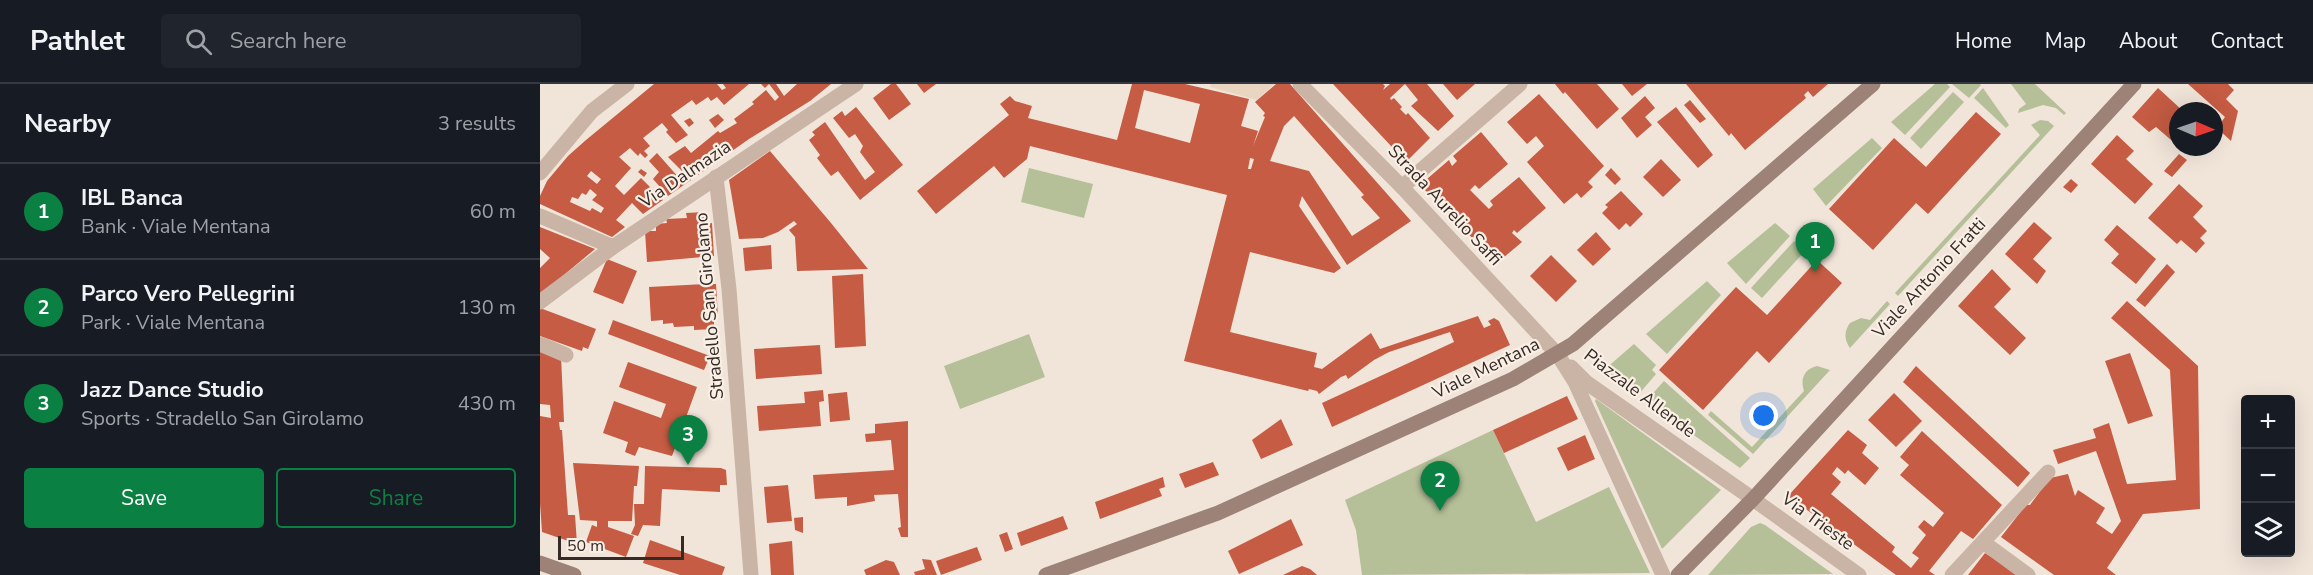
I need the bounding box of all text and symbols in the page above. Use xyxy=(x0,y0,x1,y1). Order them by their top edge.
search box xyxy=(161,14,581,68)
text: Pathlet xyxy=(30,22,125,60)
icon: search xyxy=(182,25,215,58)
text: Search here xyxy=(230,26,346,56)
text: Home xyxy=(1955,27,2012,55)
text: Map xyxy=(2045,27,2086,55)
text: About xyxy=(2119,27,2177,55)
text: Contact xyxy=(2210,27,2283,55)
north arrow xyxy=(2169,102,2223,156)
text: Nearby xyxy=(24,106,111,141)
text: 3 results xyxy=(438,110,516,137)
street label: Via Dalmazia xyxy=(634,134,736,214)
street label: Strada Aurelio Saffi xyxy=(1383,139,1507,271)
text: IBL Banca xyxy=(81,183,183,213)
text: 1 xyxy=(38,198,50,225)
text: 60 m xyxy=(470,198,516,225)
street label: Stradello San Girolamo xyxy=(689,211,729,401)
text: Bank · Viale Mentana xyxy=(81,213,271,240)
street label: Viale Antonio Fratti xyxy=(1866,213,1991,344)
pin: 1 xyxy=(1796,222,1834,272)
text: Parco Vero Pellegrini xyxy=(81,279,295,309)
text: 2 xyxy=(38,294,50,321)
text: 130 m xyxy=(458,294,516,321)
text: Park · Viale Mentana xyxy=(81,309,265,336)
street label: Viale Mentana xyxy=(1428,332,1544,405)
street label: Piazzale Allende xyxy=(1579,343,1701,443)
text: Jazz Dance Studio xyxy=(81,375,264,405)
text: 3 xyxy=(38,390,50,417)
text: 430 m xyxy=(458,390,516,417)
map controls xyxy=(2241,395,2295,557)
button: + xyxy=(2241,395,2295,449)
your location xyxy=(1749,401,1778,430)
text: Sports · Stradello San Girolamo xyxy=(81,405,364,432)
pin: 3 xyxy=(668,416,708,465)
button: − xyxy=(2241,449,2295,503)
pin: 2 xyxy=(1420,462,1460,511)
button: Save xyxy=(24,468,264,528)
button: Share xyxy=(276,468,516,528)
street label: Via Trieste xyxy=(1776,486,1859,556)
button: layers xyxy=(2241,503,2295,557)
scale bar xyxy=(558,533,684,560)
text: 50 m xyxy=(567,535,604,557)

Exercise> For the word "button", find every line in the data that holds it and copy that line.

Response to this task>
button: + xyxy=(2241,395,2295,449)
button: − xyxy=(2241,449,2295,503)
button: Save xyxy=(24,468,264,528)
button: Share xyxy=(276,468,516,528)
button: layers xyxy=(2241,503,2295,557)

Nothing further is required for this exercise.